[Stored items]

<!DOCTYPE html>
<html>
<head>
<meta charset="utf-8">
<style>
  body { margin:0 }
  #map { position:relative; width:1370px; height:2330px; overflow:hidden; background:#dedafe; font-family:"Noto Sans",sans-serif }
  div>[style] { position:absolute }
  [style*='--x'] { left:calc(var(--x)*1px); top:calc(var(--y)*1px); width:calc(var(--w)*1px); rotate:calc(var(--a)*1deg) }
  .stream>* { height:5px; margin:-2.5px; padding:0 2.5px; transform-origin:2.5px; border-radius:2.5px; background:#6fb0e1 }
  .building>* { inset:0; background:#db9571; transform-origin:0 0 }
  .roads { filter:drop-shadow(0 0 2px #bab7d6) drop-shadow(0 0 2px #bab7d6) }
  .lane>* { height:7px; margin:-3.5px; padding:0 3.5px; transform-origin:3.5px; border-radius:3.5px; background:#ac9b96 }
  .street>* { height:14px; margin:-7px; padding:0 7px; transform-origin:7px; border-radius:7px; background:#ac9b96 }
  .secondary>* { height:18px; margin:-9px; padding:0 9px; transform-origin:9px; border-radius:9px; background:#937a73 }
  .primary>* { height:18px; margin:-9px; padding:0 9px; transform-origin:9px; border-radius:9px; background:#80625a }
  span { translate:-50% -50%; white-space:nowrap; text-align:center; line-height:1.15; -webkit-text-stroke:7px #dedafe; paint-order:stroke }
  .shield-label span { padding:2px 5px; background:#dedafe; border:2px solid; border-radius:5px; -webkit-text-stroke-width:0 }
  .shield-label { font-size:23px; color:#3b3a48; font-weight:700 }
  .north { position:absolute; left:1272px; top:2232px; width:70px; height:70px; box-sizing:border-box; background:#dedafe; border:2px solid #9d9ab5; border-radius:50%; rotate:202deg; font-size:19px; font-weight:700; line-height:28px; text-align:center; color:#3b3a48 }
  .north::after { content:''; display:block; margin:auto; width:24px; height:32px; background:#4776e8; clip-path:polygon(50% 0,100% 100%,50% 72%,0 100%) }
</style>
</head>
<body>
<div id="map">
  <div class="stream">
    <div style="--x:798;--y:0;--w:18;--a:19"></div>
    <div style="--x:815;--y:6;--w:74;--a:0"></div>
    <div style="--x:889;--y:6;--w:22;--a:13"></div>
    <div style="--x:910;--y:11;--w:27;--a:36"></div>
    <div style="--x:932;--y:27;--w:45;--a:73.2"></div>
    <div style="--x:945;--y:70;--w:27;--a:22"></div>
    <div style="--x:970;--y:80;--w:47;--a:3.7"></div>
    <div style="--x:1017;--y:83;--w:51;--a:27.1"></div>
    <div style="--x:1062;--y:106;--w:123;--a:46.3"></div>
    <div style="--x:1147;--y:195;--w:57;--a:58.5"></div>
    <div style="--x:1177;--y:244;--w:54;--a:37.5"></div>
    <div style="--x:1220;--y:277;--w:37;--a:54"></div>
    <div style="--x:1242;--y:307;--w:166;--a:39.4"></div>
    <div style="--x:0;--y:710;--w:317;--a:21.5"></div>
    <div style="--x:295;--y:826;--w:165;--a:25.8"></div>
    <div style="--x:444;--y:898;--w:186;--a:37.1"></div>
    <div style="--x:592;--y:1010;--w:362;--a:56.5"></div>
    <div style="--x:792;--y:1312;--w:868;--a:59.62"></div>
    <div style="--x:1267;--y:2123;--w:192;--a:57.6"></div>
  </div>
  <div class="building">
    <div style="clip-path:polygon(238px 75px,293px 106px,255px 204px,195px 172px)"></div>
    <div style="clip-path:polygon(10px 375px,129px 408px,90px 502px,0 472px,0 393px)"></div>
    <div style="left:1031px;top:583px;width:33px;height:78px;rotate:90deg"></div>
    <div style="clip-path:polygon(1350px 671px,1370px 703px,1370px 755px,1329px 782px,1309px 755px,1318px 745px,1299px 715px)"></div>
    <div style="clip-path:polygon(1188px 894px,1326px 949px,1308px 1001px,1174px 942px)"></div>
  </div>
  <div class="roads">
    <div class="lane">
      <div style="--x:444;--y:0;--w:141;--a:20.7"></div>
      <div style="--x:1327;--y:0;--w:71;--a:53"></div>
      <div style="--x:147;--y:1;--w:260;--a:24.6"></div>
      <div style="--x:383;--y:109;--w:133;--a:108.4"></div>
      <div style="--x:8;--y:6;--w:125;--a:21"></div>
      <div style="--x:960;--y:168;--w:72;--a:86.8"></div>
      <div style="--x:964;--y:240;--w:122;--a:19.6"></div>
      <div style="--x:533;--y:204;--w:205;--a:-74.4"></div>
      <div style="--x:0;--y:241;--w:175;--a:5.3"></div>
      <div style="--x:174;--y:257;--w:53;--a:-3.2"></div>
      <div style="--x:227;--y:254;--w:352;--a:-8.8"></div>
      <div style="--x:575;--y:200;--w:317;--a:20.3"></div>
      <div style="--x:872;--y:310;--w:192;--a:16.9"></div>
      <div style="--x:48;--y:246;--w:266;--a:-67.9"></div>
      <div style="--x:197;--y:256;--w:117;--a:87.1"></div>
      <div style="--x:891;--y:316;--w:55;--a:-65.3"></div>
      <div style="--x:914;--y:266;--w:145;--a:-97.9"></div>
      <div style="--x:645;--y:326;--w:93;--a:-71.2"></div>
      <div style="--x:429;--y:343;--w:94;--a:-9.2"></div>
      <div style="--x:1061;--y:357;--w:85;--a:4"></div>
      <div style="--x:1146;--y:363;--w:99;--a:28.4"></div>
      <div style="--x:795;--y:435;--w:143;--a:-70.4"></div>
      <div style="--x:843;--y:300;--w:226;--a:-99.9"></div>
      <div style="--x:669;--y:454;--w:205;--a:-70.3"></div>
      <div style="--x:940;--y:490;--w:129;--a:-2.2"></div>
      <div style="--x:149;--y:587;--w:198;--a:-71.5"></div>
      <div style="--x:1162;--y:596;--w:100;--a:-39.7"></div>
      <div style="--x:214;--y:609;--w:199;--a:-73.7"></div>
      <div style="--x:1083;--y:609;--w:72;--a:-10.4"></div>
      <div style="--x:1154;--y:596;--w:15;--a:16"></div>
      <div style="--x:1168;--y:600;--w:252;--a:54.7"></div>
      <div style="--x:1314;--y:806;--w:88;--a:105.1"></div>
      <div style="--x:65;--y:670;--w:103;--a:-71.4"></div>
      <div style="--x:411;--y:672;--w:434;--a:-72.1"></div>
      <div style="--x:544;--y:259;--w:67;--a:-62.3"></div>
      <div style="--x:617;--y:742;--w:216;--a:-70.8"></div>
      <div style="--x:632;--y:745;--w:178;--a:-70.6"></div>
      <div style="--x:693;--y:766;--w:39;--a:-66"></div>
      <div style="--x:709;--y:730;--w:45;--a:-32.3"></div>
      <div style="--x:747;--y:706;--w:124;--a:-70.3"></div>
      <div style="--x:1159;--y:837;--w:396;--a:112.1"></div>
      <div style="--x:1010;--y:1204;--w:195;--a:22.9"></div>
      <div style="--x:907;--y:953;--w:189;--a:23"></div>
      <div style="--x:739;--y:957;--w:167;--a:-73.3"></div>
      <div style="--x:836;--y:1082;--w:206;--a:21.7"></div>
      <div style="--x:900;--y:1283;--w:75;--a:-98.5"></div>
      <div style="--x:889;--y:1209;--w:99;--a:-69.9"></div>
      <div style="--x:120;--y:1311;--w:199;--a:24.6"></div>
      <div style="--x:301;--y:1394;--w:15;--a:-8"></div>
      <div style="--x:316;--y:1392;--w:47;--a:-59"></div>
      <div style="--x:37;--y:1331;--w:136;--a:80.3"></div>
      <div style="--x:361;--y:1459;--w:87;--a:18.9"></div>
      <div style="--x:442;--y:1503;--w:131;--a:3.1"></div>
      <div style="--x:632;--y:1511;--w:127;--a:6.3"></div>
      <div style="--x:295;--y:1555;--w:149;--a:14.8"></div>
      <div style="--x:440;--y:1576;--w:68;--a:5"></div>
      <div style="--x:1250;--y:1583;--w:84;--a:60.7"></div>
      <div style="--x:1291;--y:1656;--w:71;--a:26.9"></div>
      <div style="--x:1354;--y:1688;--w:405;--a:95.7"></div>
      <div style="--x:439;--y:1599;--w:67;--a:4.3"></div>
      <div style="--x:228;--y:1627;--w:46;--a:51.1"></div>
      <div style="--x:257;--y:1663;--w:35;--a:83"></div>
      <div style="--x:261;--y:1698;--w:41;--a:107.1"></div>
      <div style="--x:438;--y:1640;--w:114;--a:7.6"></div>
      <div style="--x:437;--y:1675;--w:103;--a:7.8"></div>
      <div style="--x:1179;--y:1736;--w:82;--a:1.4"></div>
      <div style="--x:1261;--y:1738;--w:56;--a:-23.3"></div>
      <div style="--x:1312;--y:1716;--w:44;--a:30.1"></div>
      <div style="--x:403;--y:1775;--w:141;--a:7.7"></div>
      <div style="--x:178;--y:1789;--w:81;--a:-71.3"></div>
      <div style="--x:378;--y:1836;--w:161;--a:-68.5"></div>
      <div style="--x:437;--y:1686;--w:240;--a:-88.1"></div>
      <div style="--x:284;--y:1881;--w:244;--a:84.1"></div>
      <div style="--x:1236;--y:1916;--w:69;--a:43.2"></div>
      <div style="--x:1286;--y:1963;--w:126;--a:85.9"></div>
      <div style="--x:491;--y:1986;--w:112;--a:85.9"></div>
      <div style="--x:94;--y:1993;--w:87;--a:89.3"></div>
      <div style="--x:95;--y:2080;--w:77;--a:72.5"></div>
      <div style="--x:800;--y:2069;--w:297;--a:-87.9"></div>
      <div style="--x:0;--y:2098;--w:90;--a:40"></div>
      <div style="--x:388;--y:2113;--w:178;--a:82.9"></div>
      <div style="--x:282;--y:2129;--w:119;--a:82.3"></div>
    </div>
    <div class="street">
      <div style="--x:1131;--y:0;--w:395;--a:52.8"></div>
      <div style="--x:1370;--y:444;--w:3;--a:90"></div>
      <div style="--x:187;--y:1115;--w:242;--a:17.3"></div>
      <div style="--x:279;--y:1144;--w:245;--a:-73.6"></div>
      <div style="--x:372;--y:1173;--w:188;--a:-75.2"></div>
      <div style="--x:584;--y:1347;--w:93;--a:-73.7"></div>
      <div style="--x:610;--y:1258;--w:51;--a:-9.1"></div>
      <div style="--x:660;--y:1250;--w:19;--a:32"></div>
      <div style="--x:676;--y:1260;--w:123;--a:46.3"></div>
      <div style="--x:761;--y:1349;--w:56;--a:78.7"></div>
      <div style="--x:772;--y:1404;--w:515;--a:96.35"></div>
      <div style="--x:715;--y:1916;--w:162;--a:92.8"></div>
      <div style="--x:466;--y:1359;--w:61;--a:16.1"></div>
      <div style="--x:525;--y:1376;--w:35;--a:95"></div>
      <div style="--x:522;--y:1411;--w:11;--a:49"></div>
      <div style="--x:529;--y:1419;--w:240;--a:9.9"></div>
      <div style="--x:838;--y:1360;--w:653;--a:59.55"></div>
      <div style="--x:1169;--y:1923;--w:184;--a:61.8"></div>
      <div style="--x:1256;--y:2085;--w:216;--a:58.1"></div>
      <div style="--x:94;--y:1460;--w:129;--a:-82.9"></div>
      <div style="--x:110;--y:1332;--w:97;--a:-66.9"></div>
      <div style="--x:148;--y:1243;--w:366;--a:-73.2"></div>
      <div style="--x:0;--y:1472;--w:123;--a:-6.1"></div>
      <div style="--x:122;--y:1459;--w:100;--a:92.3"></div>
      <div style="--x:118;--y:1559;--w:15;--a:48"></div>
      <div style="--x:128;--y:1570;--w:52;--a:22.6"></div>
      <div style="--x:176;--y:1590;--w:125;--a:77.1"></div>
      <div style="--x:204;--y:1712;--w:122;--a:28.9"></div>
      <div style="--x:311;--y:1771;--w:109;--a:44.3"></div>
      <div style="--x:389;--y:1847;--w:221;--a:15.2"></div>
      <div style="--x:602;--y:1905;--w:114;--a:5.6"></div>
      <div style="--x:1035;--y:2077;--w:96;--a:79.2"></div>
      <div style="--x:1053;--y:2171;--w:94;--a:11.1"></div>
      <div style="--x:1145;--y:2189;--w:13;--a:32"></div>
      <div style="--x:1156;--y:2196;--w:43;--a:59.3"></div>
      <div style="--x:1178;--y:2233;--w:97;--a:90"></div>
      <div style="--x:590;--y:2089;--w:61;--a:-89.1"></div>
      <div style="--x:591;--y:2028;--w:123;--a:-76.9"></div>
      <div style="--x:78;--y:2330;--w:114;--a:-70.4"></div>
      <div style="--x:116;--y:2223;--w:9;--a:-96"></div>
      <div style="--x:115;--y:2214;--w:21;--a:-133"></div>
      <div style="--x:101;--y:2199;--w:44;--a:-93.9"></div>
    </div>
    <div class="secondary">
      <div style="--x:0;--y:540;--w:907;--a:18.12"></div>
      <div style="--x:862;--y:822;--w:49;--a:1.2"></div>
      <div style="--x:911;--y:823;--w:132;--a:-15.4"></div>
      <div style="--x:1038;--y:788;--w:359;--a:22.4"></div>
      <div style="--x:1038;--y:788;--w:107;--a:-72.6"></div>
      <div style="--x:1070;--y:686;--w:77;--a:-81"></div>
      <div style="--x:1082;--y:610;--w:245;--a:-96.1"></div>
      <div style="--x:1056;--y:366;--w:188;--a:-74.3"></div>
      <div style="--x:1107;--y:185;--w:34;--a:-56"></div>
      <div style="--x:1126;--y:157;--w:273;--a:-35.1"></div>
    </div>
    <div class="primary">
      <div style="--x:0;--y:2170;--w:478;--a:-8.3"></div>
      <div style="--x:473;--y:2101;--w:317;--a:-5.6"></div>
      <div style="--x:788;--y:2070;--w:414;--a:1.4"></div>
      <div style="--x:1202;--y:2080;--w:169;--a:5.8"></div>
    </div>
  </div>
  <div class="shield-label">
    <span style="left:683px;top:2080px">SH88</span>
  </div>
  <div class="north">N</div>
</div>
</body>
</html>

WORK TO COMPLETE: The string "stream": state how many lines above contain it, giving nothing but the number.

RESULT OF THE EXERCISE: 2